Well, if the Church is the Pillar of Truth, then that means that the teachings that come from the Church are truth. We see that Saint Ignatius, a disciple of Saints Peter and John, and recommended for the bishopric of Antioch by Saint Peter, says that Jesus is God. Saint Justin Martyr, following along with Saint John, says that the Logos - understood to be the divine - is Jesus. Then there is a long line of succession from Sts Ignatius and Justin Martyr that also say that Jesus is God. We can be assured that this is the teaching of the Church, which means that it is the truth, because the whole of the Church came together and said as much in the First Ecumenical Council. This also means that an opposing teaching - that Jesus is not God - does not come from the Church, and is therefore false. We can therefore surmise that Unitarianism and Unitarians are not a part of the Church.

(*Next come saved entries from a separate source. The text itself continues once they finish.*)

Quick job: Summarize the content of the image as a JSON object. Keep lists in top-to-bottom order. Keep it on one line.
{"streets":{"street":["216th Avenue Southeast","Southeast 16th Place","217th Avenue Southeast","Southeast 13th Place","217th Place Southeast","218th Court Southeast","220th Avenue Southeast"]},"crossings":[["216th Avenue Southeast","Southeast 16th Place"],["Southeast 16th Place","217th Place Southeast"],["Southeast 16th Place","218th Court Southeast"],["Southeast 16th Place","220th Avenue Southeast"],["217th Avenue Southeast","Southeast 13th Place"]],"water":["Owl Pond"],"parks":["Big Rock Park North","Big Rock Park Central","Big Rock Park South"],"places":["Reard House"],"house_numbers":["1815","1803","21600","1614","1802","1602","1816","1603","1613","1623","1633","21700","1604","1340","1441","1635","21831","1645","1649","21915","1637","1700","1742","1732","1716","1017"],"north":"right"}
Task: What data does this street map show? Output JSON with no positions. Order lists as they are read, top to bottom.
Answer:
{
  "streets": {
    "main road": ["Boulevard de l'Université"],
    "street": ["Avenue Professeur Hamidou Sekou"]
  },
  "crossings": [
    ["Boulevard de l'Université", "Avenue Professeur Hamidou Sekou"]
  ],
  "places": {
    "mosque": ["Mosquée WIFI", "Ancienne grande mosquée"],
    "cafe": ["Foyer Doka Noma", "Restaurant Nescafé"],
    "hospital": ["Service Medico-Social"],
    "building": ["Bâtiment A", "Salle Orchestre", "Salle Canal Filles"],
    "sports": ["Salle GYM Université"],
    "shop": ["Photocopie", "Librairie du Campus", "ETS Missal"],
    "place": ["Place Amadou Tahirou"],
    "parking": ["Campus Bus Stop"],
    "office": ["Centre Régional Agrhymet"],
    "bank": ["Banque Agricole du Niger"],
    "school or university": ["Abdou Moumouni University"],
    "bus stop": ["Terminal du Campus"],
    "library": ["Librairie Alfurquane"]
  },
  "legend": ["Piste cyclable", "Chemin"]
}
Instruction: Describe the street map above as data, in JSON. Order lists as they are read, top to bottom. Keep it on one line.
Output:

This does not fall into the realm of just believing these people because they are in a position of authority. No, humans are prone to err, which is why we must study to show ourselves approved. 

Arius and his teachings were very popular and they were causing a great schism in the Church, which is why the First Ecumenical Council was called - to bring the Church together in proper theology and unify them all in one faith as they had previously been. The Church as a whole declared Arius, a person in a position of authority, was in the wrong, and he was called out for it. In Acts we read about the Council of Jerusalem where the main question was if it was proper for Gentile converts to have to be circumcised and follow the Mosaic Law - Saint Peter was for such, Saint Paul was opposed; in the end the Council decided that no, circumcision and following the traditions of the Jews was not needed for acceptance into the Church. After the Council of Florence had for the most part worked out a unity between Rome and the Orthodox the laity questioned those in authority (the Bishops) and said that this could not work since Rome was not Orthodox - the people said no to this council because it did not fit within the Pillar of Truth instead of just blindly following along with those in authority. 

So too must we question those in authority to make sure that what they are teaching is in accordance with what the Church teaches, and the Trinity is most definitely in accordance with what the Church teaches. Unitarianism falls outside of the realm of Churchly teachings, which means that it is not the truth.